Becca Schlosshan shared the picture of the worm, resting on a spoon, to the WATE 6 On Your Side Facebook page and explained her worries about the quality of her children’s food.
Schlosshan wasn’t expecting to receive a text message saying, “Mom, there’s a worm in my strawberries.” The photo was taken during fourth period lunch at Heritage High School. Schlosshan’s daughter, Kayla Farmer, was picking at her food out of habit.
“I thought it was like a stem from a strawberry, and then I looked real good. You could see the little legs,” she said.
“I was grossed out. That’s awful,” added Schlosshan.
Kayla says she told cafeteria workers and the Blount County school system says what she did was right.
“That shouldn’t be in fruit or anything they’re eating,” said Schlosshan.

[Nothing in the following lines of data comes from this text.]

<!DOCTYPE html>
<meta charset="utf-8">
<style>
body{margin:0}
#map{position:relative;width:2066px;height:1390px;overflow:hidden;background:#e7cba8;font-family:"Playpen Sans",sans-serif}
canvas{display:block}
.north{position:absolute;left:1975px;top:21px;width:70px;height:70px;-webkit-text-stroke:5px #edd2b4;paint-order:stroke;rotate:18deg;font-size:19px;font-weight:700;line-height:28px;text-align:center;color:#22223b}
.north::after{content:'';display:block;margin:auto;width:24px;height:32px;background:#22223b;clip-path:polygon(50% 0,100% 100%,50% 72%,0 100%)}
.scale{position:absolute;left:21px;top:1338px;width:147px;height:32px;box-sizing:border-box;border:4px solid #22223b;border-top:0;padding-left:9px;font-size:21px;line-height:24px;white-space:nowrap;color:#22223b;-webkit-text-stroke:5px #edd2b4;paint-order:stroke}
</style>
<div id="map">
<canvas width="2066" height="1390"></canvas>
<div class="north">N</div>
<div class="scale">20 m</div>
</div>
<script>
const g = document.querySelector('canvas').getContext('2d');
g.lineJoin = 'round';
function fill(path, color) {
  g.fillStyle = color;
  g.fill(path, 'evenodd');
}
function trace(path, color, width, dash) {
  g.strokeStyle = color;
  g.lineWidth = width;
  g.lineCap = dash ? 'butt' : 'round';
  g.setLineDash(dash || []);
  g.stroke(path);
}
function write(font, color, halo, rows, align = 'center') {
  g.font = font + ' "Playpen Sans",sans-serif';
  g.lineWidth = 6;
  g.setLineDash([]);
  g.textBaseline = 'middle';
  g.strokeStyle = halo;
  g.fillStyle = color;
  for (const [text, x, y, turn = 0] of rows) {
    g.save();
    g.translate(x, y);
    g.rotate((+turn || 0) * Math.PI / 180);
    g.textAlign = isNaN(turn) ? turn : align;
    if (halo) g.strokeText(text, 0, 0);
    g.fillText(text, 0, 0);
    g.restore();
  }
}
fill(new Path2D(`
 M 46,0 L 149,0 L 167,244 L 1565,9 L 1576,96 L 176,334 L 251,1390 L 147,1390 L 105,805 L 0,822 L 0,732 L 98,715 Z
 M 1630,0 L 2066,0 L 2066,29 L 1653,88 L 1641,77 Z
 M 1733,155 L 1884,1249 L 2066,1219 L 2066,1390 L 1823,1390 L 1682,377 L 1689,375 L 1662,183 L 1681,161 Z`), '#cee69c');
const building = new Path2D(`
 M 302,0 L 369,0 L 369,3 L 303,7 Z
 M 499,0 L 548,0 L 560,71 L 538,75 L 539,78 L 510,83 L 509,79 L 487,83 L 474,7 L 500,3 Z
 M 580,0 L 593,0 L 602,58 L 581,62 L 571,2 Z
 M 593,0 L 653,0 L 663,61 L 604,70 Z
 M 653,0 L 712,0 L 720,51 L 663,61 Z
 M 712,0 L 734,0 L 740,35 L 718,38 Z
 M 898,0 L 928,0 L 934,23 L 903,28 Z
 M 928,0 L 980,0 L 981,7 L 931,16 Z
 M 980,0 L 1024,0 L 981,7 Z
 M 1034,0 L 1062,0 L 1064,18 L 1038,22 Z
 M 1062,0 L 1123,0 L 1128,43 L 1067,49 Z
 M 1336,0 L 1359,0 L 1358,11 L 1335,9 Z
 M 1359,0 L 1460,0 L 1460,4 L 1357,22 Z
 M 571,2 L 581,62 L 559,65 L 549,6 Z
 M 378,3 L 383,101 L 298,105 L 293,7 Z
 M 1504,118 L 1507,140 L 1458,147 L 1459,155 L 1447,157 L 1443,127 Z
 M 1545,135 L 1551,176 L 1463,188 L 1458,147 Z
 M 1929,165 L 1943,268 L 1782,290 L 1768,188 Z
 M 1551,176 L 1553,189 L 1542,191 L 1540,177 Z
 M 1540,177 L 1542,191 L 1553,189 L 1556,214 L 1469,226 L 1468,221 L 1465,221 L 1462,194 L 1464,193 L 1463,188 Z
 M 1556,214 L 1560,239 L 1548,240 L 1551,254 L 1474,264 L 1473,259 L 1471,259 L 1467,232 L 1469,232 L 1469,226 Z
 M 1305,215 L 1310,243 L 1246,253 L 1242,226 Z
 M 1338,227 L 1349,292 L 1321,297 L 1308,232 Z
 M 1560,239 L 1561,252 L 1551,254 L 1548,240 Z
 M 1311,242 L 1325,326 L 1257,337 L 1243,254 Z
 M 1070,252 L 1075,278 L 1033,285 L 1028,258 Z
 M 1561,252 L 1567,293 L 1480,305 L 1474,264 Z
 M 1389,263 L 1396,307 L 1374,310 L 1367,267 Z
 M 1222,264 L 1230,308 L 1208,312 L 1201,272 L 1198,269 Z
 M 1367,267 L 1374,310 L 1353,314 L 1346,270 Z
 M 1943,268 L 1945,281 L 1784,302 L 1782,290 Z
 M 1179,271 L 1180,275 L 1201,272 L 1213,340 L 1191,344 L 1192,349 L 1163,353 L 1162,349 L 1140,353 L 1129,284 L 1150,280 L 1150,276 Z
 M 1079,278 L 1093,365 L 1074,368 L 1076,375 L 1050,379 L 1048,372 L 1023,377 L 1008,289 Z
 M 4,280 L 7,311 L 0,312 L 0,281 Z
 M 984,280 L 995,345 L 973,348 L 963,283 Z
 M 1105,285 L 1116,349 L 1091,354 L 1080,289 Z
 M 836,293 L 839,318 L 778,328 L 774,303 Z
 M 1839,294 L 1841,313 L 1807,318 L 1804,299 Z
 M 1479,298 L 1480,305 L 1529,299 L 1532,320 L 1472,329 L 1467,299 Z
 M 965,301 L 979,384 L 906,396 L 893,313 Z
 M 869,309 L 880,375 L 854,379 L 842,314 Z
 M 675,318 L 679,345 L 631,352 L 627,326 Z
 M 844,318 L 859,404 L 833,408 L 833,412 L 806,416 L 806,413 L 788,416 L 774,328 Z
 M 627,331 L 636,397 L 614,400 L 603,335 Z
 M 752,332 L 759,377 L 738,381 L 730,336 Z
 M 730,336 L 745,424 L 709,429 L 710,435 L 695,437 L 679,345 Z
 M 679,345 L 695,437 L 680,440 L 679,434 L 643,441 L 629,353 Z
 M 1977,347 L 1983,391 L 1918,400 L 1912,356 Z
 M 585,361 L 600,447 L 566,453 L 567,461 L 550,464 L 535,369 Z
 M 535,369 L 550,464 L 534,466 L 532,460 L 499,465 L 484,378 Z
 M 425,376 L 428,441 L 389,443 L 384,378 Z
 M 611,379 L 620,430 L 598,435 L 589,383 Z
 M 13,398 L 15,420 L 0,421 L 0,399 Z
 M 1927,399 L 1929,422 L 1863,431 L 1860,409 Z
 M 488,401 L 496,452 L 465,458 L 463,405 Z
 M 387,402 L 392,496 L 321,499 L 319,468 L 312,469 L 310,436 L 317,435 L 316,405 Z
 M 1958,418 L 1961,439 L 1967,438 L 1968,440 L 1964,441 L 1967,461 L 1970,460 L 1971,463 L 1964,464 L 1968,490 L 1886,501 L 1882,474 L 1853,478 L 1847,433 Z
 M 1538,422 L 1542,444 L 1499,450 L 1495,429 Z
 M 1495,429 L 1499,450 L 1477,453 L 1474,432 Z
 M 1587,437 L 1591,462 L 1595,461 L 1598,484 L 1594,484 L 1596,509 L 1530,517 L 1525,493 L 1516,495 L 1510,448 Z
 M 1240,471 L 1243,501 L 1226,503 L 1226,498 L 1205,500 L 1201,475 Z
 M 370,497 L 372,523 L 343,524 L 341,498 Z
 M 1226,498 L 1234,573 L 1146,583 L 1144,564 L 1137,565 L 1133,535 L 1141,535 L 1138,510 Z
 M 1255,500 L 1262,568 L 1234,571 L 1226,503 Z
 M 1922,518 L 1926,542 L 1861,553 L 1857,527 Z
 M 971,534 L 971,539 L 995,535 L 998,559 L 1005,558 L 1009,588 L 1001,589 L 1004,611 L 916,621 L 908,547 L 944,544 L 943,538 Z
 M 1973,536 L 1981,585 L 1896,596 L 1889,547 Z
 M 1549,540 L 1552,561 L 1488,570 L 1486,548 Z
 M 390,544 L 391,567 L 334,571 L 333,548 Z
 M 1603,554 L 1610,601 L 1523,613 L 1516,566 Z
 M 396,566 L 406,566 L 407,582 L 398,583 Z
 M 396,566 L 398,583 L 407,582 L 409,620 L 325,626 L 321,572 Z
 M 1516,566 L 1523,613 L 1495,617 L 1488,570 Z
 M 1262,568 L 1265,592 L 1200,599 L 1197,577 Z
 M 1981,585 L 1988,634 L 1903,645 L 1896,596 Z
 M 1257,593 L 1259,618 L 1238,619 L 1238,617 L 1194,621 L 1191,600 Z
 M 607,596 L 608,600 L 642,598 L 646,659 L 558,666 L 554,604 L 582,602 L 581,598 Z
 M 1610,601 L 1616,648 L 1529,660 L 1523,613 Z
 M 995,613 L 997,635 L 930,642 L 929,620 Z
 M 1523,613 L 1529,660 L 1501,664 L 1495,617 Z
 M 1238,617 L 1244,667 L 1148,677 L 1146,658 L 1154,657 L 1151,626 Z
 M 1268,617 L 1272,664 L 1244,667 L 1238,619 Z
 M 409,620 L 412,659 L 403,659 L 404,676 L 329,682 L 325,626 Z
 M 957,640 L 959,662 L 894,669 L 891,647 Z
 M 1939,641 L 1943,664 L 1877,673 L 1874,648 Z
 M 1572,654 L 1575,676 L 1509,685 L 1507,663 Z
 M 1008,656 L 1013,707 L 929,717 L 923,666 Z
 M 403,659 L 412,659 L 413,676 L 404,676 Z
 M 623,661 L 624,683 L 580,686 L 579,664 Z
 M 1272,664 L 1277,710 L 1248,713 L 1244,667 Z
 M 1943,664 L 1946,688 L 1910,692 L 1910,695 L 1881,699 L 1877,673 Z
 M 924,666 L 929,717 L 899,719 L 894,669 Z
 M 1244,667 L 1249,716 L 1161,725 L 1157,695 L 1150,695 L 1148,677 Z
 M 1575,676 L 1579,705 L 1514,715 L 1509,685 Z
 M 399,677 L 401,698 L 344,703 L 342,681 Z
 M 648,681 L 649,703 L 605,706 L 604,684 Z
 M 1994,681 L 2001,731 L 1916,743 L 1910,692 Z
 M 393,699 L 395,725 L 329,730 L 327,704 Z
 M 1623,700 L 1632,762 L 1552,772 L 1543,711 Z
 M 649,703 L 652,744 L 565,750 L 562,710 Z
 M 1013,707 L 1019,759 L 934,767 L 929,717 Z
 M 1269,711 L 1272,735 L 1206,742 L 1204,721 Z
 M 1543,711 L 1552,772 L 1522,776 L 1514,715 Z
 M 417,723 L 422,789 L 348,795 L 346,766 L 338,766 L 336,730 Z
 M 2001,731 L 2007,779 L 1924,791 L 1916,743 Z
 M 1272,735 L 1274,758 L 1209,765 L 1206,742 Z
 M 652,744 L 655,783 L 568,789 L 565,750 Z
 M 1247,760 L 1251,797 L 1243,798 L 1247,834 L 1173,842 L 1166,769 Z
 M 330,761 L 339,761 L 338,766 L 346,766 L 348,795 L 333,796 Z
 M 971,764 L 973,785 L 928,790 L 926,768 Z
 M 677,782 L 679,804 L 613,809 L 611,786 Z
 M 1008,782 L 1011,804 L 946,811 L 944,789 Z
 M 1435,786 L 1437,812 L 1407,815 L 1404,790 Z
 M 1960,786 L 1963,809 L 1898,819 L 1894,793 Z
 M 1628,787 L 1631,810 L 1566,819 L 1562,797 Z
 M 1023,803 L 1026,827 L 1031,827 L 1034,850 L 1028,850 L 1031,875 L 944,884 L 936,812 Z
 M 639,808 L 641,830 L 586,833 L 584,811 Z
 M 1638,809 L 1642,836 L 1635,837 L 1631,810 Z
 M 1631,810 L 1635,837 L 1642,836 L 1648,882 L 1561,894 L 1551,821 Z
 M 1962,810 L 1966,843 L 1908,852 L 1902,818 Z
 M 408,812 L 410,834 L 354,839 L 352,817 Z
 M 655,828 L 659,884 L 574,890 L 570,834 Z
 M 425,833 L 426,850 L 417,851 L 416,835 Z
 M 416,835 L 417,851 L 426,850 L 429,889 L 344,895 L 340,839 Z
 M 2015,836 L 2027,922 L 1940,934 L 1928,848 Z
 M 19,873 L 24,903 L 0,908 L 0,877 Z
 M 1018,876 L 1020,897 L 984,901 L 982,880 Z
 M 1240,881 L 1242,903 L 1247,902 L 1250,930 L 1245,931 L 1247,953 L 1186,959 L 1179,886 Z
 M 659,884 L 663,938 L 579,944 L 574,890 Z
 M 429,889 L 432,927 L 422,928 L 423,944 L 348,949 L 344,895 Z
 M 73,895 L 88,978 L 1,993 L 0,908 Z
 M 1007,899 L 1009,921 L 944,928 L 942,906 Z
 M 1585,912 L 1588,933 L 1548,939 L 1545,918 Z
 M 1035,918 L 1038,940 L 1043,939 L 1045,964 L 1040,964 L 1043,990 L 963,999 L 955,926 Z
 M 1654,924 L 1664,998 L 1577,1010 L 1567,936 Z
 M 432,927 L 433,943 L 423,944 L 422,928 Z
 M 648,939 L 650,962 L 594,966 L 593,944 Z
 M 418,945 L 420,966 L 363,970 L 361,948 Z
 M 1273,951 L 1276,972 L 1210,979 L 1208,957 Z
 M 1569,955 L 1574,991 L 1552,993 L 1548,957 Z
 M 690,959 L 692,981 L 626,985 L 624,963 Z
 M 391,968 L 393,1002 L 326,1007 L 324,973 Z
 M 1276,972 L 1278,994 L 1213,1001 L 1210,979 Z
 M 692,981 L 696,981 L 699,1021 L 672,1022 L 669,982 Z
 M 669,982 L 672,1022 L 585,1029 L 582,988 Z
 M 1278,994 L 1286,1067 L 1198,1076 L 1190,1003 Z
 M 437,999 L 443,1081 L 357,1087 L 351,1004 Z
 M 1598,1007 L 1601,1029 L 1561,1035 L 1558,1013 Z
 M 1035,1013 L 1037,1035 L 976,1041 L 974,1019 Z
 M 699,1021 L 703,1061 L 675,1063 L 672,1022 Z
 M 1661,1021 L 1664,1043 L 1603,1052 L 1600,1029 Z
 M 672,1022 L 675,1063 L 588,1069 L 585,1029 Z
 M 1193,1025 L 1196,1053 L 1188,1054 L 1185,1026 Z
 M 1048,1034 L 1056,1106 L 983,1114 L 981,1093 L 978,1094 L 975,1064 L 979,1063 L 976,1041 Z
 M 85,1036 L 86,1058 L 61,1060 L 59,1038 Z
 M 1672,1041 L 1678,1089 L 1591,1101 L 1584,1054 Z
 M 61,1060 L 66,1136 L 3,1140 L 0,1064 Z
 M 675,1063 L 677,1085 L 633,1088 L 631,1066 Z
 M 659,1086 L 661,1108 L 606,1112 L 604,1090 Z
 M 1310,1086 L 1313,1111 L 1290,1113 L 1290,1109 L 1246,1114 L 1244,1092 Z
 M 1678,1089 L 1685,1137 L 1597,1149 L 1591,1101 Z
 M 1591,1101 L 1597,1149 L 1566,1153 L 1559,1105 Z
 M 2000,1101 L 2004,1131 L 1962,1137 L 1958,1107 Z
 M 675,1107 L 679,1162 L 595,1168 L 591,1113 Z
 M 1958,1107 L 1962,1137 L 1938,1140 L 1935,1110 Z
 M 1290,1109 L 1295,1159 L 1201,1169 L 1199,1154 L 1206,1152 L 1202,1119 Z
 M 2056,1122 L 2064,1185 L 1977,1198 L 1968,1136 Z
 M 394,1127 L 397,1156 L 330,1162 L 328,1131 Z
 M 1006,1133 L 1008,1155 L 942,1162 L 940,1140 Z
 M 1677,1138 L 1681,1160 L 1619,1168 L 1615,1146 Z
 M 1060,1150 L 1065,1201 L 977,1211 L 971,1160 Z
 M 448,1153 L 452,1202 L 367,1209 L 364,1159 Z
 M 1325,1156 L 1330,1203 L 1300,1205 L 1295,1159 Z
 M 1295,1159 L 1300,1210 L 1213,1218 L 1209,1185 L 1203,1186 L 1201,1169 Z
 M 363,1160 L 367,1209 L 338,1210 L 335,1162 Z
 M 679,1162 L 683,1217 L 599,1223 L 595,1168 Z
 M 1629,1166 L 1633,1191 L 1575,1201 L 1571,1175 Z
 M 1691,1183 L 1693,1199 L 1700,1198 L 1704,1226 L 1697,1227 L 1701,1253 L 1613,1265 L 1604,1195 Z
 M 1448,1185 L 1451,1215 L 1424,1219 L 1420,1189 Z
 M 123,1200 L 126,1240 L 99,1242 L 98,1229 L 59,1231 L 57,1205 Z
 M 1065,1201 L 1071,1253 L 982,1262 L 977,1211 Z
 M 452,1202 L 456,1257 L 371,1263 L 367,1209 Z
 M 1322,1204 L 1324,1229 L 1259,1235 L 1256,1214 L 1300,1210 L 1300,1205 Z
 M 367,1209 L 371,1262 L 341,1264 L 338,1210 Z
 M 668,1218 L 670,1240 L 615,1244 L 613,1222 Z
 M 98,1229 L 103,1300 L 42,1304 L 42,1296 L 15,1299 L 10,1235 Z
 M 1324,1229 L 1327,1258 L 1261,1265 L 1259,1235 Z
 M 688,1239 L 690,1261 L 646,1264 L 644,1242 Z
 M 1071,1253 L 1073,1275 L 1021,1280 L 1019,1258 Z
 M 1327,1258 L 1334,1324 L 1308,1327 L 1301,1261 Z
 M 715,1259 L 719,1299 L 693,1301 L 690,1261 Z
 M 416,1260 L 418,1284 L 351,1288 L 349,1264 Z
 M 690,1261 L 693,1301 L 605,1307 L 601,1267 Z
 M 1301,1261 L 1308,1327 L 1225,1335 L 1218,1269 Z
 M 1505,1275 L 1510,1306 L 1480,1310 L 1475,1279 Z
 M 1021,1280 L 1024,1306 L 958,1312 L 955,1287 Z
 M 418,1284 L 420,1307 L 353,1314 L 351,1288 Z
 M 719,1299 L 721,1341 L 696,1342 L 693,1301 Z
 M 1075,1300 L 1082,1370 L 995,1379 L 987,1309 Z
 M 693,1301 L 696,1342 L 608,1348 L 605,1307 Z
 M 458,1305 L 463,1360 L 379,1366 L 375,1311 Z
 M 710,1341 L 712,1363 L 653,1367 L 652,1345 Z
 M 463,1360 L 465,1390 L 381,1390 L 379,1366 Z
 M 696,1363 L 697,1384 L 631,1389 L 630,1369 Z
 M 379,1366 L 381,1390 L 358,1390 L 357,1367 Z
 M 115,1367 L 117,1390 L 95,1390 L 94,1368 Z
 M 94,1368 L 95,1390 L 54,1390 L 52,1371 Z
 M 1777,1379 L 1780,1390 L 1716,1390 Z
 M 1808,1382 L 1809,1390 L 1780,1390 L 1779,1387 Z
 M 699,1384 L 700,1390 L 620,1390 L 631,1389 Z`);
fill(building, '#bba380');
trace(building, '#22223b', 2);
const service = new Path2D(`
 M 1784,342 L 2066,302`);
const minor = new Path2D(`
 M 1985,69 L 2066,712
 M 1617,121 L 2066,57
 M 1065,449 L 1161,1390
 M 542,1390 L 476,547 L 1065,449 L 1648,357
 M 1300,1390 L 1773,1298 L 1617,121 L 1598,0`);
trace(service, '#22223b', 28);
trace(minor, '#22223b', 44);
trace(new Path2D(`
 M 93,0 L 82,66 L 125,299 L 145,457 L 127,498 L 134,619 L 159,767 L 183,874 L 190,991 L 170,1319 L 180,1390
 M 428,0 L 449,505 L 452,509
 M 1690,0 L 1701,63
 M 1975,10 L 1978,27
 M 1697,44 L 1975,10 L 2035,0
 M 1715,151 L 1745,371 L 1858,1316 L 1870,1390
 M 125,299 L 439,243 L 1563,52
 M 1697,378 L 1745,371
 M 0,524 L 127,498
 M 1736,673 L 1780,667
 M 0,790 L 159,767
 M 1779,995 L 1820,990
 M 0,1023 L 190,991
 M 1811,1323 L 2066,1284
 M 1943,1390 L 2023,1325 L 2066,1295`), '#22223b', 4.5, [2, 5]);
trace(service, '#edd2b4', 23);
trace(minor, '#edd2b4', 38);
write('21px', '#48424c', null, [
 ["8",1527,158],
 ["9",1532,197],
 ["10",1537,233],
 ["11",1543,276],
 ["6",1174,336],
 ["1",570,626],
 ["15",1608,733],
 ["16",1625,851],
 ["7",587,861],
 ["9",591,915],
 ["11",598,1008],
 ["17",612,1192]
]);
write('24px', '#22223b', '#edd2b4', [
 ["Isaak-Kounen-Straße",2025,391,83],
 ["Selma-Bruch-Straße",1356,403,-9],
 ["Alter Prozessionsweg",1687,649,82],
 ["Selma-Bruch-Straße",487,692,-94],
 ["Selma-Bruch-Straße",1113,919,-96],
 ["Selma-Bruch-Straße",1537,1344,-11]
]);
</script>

Between 7,000 and 8,000 meals are served within the district every day. Blount County Schools says to their knowledge this is the only incident and they’ve not received other reports.
“I mean they have to eat. These kids get off that bus and they’re starving to death,” added Schlosshan.
The school system says they’ve contacted their distribution administrator to voice concerns and file a complaint with the USDA. They add their students deserve the best meal possible and they accept no less from those who provide it.
Schlosshan hopes things change within the school’s cafeteria.
“They need to be checked somehow before it gets to my child. I don’t know where it should go from,” she said.
Kayla is thankful that she’s a picky eater, “Really thankful because it was in the first scoop of it.”
School officials say all pre-packaged strawberries are being pulled from every school within the district as they look into the issue.
The company which packages the strawberry cups, SunOpta, sent a statement from the California Strawberry Commission saying California strawberry farmers and processors take food safety very seriously.
“Although there is no known health or food safety risk for worms in strawberry cups, California strawberry farmers have a remarkable track record for low incident rates, calculated against the millions of servings each year. Every unit is packed and inspected to ‘Grade A’ specifications in addition to following industry-wide production guidelines. An occasional incidence of an insect in the fruit could be associated with softer pesticide chemistry, as well as several years of drought conditions causing unusually warm winters, resulting in higher rates of pest pressure. Recent rain conditions and colder weather patterns in California could help reduce pest pressures in the field.”